Social Choice and Voting Systems

The Economist's blog, Free Exchange, has a post relating the characteristics of the French election to Arrow's Impossibility Theorem, (pdf proof) from Kenneth Arrow's 'A Difficulty in the Concept of Social Welfare,' The Journal of Political Economy, Volume 58, Issue 4 (August, 1950), pp. 328–346. This and his more comprehensive book 'Social Choice and Individual Values' won him the Nobel Prize in 1972. The theorem explains the inefficiency of voting systems with more than two candidates and more than one voter in determining the one candidate who is the social optimum. It can be shown that in some voting scenarios, the aggregate outcome can produce a result which is below the social optimum.
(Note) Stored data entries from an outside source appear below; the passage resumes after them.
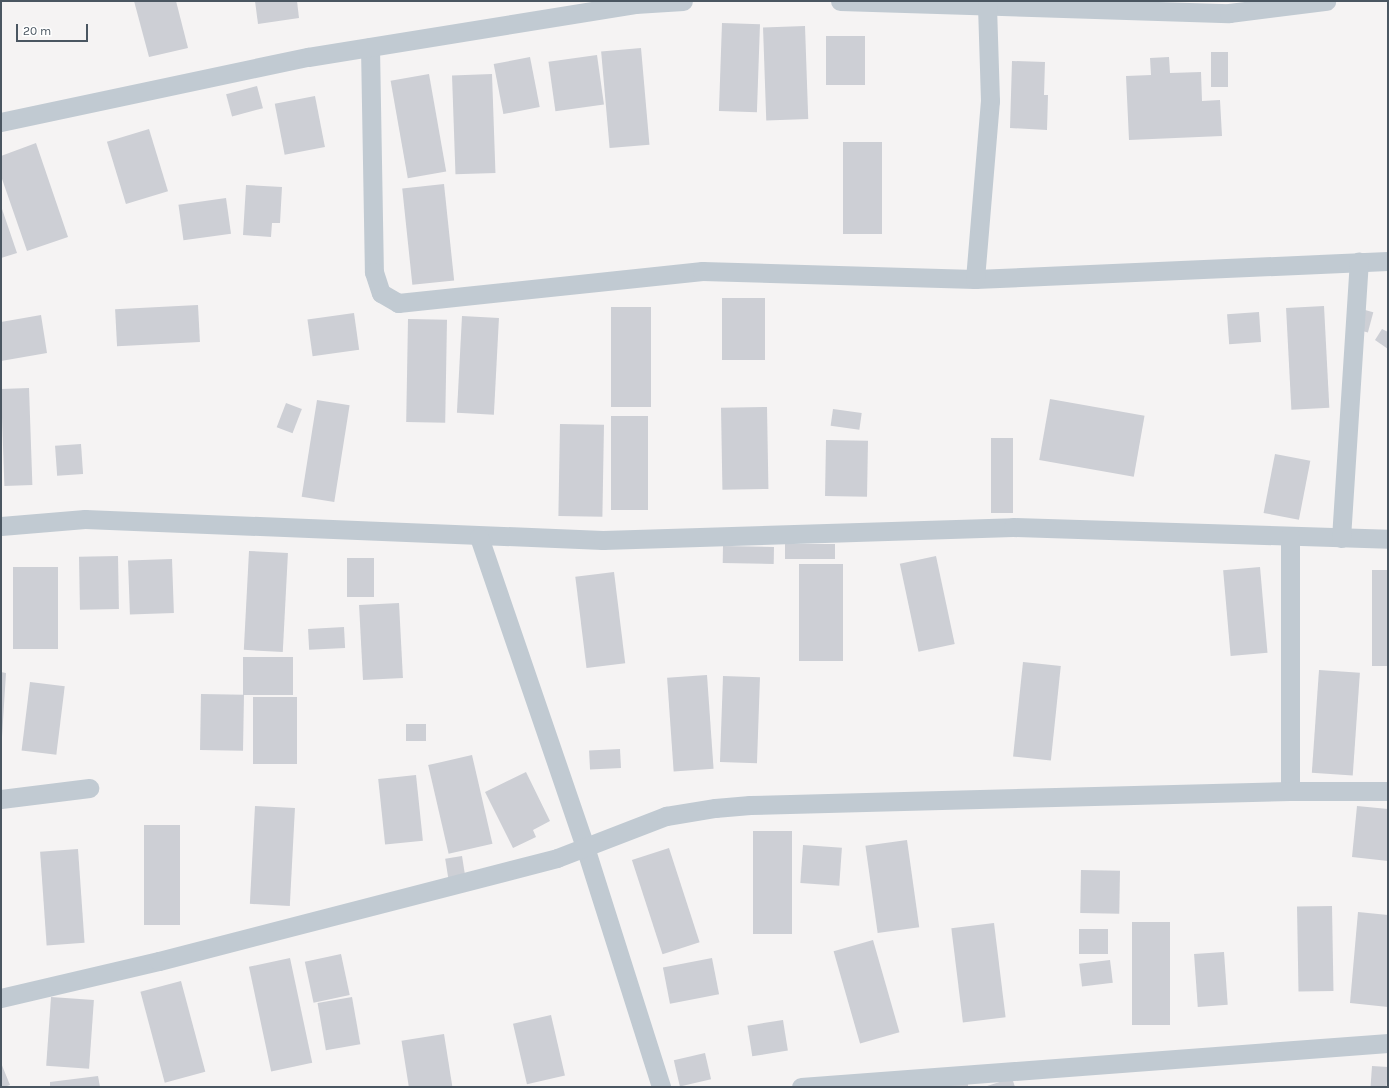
<!DOCTYPE html>
<html>
<head>
<meta charset="utf-8">
<style>
	body { margin:0 }
	#map { position:relative; width:1389px; height:1088px; overflow:hidden; background:#f5f3f3; font-family:Karla,sans-serif }
	div>[style] { position:absolute }
	.building>* { inset:0; background:#cdcfd5; transform-origin:0 0 }
	.street>* { height:19px; margin:-9.5px; padding:0 9.5px; transform-origin:9.5px; border-radius:9.5px; background:#c1cad2 }
	span { translate:-50% -50%; white-space:nowrap; text-align:center; line-height:1.15; -webkit-text-stroke:3px #fff; paint-order:stroke }
	.frame { position:absolute; inset:0; border:2px solid #4a5661; pointer-events:none }
	.scale { position:absolute; left:16px; top:24px; width:72px; height:18px; box-sizing:border-box; border:2px solid #4a5661; border-top:0; padding-left:5px; font-size:12px; line-height:14px; white-space:nowrap; color:#4a5661; -webkit-text-stroke:3px #fff; paint-order:stroke }
</style>
</head>
<body>
<div id="map">
	<div class="building">
		<div style="clip-path:polygon(134px 1px,176px 1px,188px 48px,149px 57px)"></div>
		<div style="clip-path:polygon(255px 1px,297px 1px,299px 18px,258px 24px)"></div>
		<div style="left:722px;top:23px;width:38px;height:88px;rotate:2deg"></div>
		<div style="left:805px;top:26px;width:93px;height:42px;rotate:88deg"></div>
		<div style="left:826px;top:36px;width:39px;height:49px"></div>
		<div style="left:641px;top:48px;width:97px;height:40px;rotate:85deg"></div>
		<div style="left:1211px;top:52px;width:17px;height:35px"></div>
		<div style="left:597px;top:55px;width:50px;height:49px;rotate:82deg"></div>
		<div style="left:530px;top:57px;width:51px;height:37px;rotate:79deg"></div>
		<div style="clip-path:polygon(1169px 57px,1170px 73px,1201px 72px,1202px 101px,1220px 100px,1222px 136px,1129px 140px,1126px 76px,1151px 75px,1150px 58px)"></div>
		<div style="clip-path:polygon(1012px 61px,1045px 62px,1044px 95px,1048px 95px,1047px 130px,1010px 128px)"></div>
		<div style="left:429px;top:74px;width:99px;height:39px;rotate:80deg"></div>
		<div style="left:492px;top:74px;width:99px;height:40px;rotate:88deg"></div>
		<div style="left:257px;top:86px;width:23px;height:32px;rotate:75deg"></div>
		<div style="left:315px;top:96px;width:52px;height:41px;rotate:79deg"></div>
		<div style="left:149px;top:129px;width:65px;height:44px;rotate:73deg"></div>
		<div style="left:843px;top:142px;width:39px;height:92px"></div>
		<div style="clip-path:polygon(36px 143px,68px 237px,27px 251px,1px 176px,1px 156px)"></div>
		<div style="left:444px;top:184px;width:97px;height:42px;rotate:84deg"></div>
		<div style="clip-path:polygon(246px 185px,282px 187px,280px 223px,272px 223px,271px 237px,243px 235px)"></div>
		<div style="left:226px;top:198px;width:36px;height:48px;rotate:82deg"></div>
		<div style="clip-path:polygon(1px 206px,17px 253px,1px 258px)"></div>
		<div style="left:722px;top:298px;width:43px;height:62px"></div>
		<div style="left:198px;top:305px;width:37px;height:83px;rotate:87deg"></div>
		<div style="left:1324px;top:306px;width:102px;height:38px;rotate:87deg"></div>
		<div style="left:651px;top:307px;width:100px;height:40px;rotate:90deg"></div>
		<div style="left:1354px;top:307px;width:20px;height:21px;rotate:15deg"></div>
		<div style="left:1259px;top:312px;width:30px;height:32px;rotate:86deg"></div>
		<div style="left:354px;top:313px;width:37px;height:47px;rotate:82deg"></div>
		<div style="clip-path:polygon(41px 315px,47px 353px,1px 361px,1px 322px)"></div>
		<div style="left:462px;top:316px;width:37px;height:97px;rotate:3deg"></div>
		<div style="left:408px;top:319px;width:39px;height:103px;rotate:1deg"></div>
		<div style="clip-path:polygon(1382px 329px,1388px 332px,1388px 349px,1375px 340px)"></div>
		<div style="left:29px;top:388px;width:97px;height:28px;rotate:88deg"></div>
		<div style="left:1050px;top:399px;width:96px;height:62px;rotate:10deg"></div>
		<div style="left:317px;top:400px;width:33px;height:98px;rotate:9deg"></div>
		<div style="left:286px;top:403px;width:17px;height:26px;rotate:21deg"></div>
		<div style="left:767px;top:407px;width:82px;height:46px;rotate:89deg"></div>
		<div style="left:833px;top:409px;width:29px;height:17px;rotate:8deg"></div>
		<div style="left:611px;top:416px;width:37px;height:94px"></div>
		<div style="left:560px;top:424px;width:44px;height:92px;rotate:1deg"></div>
		<div style="left:991px;top:438px;width:22px;height:75px"></div>
		<div style="left:826px;top:440px;width:42px;height:56px;rotate:1deg"></div>
		<div style="left:81px;top:444px;width:30px;height:26px;rotate:86deg"></div>
		<div style="left:1275px;top:454px;width:36px;height:60px;rotate:11deg"></div>
		<div style="left:835px;top:544px;width:15px;height:50px;rotate:90deg"></div>
		<div style="left:723px;top:546px;width:51px;height:17px;rotate:1deg"></div>
		<div style="left:249px;top:551px;width:39px;height:99px;rotate:3deg"></div>
		<div style="left:118px;top:556px;width:53px;height:39px;rotate:89deg"></div>
		<div style="left:936px;top:556px;width:90px;height:37px;rotate:78deg"></div>
		<div style="left:347px;top:558px;width:27px;height:39px"></div>
		<div style="left:172px;top:559px;width:54px;height:44px;rotate:88deg"></div>
		<div style="left:799px;top:564px;width:44px;height:97px"></div>
		<div style="left:13px;top:567px;width:45px;height:82px"></div>
		<div style="left:1260px;top:567px;width:86px;height:37px;rotate:85deg"></div>
		<div style="left:1372px;top:570px;width:16px;height:96px"></div>
		<div style="left:614px;top:572px;width:92px;height:39px;rotate:83deg"></div>
		<div style="left:399px;top:603px;width:75px;height:40px;rotate:87deg"></div>
		<div style="left:344px;top:627px;width:21px;height:36px;rotate:87deg"></div>
		<div style="left:243px;top:657px;width:50px;height:38px"></div>
		<div style="left:1023px;top:662px;width:38px;height:95px;rotate:6deg"></div>
		<div style="left:1319px;top:670px;width:41px;height:103px;rotate:4deg"></div>
		<div style="clip-path:polygon(1px 672px,6px 673px,2px 737px,1px 737px)"></div>
		<div style="left:707px;top:675px;width:94px;height:40px;rotate:86deg"></div>
		<div style="left:723px;top:676px;width:37px;height:86px;rotate:2deg"></div>
		<div style="left:30px;top:682px;width:35px;height:69px;rotate:7deg"></div>
		<div style="left:201px;top:694px;width:43px;height:56px;rotate:1deg"></div>
		<div style="left:253px;top:697px;width:44px;height:67px"></div>
		<div style="left:406px;top:724px;width:20px;height:17px"></div>
		<div style="left:620px;top:749px;width:19px;height:31px;rotate:87deg"></div>
		<div style="left:472px;top:755px;width:91px;height:45px;rotate:77deg"></div>
		<div style="clip-path:polygon(526px 772px,550px 821px,533px 830px,536px 837px,513px 848px,485px 792px)"></div>
		<div style="left:416px;top:775px;width:66px;height:38px;rotate:84deg"></div>
		<div style="left:255px;top:806px;width:40px;height:98px;rotate:3deg"></div>
		<div style="clip-path:polygon(1357px 806px,1388px 809px,1388px 861px,1352px 857px)"></div>
		<div style="left:144px;top:825px;width:36px;height:100px"></div>
		<div style="left:753px;top:831px;width:39px;height:103px"></div>
		<div style="left:907px;top:840px;width:88px;height:42px;rotate:82deg"></div>
		<div style="left:803px;top:845px;width:39px;height:38px;rotate:4deg"></div>
		<div style="left:669px;top:848px;width:99px;height:39px;rotate:72deg"></div>
		<div style="left:78px;top:849px;width:94px;height:38px;rotate:86deg"></div>
		<div style="left:462px;top:856px;width:19px;height:17px;rotate:81deg"></div>
		<div style="left:1081px;top:870px;width:39px;height:43px;rotate:1deg"></div>
		<div style="left:1332px;top:906px;width:85px;height:35px;rotate:89deg"></div>
		<div style="clip-path:polygon(1358px 912px,1388px 915px,1388px 1007px,1350px 1003px)"></div>
		<div style="left:1132px;top:922px;width:38px;height:103px"></div>
		<div style="left:994px;top:923px;width:95px;height:43px;rotate:83deg"></div>
		<div style="left:1079px;top:929px;width:29px;height:25px"></div>
		<div style="left:873px;top:940px;width:96px;height:41px;rotate:74deg"></div>
		<div style="left:1224px;top:952px;width:53px;height:30px;rotate:86deg"></div>
		<div style="left:341px;top:954px;width:42px;height:37px;rotate:78deg"></div>
		<div style="left:290px;top:958px;width:107px;height:42px;rotate:78deg"></div>
		<div style="left:712px;top:958px;width:37px;height:50px;rotate:79deg"></div>
		<div style="left:1110px;top:960px;width:23px;height:31px;rotate:83deg"></div>
		<div style="left:181px;top:981px;width:94px;height:42px;rotate:75deg"></div>
		<div style="left:51px;top:997px;width:43px;height:69px;rotate:4deg"></div>
		<div style="left:352px;top:997px;width:48px;height:35px;rotate:80deg"></div>
		<div style="left:551px;top:1015px;width:62px;height:39px;rotate:77deg"></div>
		<div style="left:783px;top:1020px;width:31px;height:36px;rotate:81deg"></div>
		<div style="left:444px;top:1034px;width:54px;height:43px;rotate:81deg"></div>
		<div style="left:705px;top:1053px;width:27px;height:32px;rotate:77deg"></div>
		<div style="clip-path:polygon(1px 1063px,10px 1085px,4px 1087px,1px 1087px)"></div>
		<div style="left:1372px;top:1066px;width:16px;height:21px;rotate:4deg"></div>
		<div style="clip-path:polygon(98px 1076px,100px 1087px,50px 1087px,50px 1082px)"></div>
		<div style="clip-path:polygon(1012px 1078px,1015px 1087px,984px 1087px)"></div>
		<div style="clip-path:polygon(968px 1081px,968px 1087px,931px 1087px,931px 1086px)"></div>
	</div>
	<div class="street">
		<div style="left:840px;top:1px;width:389px;rotate:1.8deg"></div>
		<div style="left:1229px;top:13px;width:98px;rotate:-7.1deg"></div>
		<div style="left:370px;top:47px;width:225px;rotate:89deg"></div>
		<div style="left:374px;top:272px;width:22px;rotate:72deg"></div>
		<div style="left:381px;top:293px;width:20px;rotate:30deg"></div>
		<div style="left:398px;top:303px;width:306px;rotate:-6deg"></div>
		<div style="left:702px;top:271px;width:273px;rotate:1.7deg"></div>
		<div style="left:975px;top:279px;width:413px;rotate:-2.5deg"></div>
		<div style="left:1px;top:122px;width:314px;rotate:-12deg"></div>
		<div style="left:308px;top:57px;width:331px;rotate:-9.2deg"></div>
		<div style="left:635px;top:4px;width:48px;rotate:-3.6deg"></div>
		<div style="left:975px;top:279px;width:179px;rotate:-85.2deg"></div>
		<div style="left:990px;top:101px;width:96px;rotate:-91.8deg"></div>
		<div style="left:1px;top:526px;width:84px;rotate:-4.8deg"></div>
		<div style="left:85px;top:519px;width:518px;rotate:2.32deg"></div>
		<div style="left:603px;top:540px;width:410px;rotate:-1.8deg"></div>
		<div style="left:1013px;top:527px;width:375px;rotate:1.8deg"></div>
		<div style="left:1290px;top:536px;width:255px;rotate:90deg"></div>
		<div style="left:479px;top:537px;width:328px;rotate:71.1deg"></div>
		<div style="left:585px;top:847px;width:252px;rotate:72.4deg"></div>
		<div style="left:1341px;top:538px;width:277px;rotate:-86.3deg"></div>
		<div style="left:1px;top:799px;width:89px;rotate:-7.1deg"></div>
		<div style="left:1px;top:998px;width:162px;rotate:-13.2deg"></div>
		<div style="left:159px;top:961px;width:411px;rotate:-14.5deg"></div>
		<div style="left:557px;top:858px;width:117px;rotate:-21.1deg"></div>
		<div style="left:666px;top:816px;width:50px;rotate:-9.3deg"></div>
		<div style="left:715px;top:808px;width:35px;rotate:-5deg"></div>
		<div style="left:750px;top:805px;width:540px;rotate:-1.49deg"></div>
		<div style="left:1290px;top:791px;width:98px"></div>
		<div style="left:801px;top:1087px;width:589px;rotate:-4.29deg"></div>
	</div>
	<div class="frame"></div>
	<div class="scale">20 m</div>
</div>
</body>
</html>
In the case of France, François Bayrou was the clear social optimum, but in only a two round election system, the results were polarised in the first round between Ségozy and Sarkolène as Jean-Marie Le Pen called them. The United States also has a particularly inefficient selection system where geographic area and party affiliation vote on a candidate in the primaries, then geographic areas vote again for a president who is elected then by several hundred members of the Electoral College. For example, Albert Gore won the popular election but ultimately lost the election in the Electoral College. The inefficiency of voting systems can also be exacerbated or exploited as in Tom Delay's infamous Tejas redistricting of 2003.

It should be stated that a voting system based on modern information technology could easily be far superior to all of the 18th Century systems currently in use.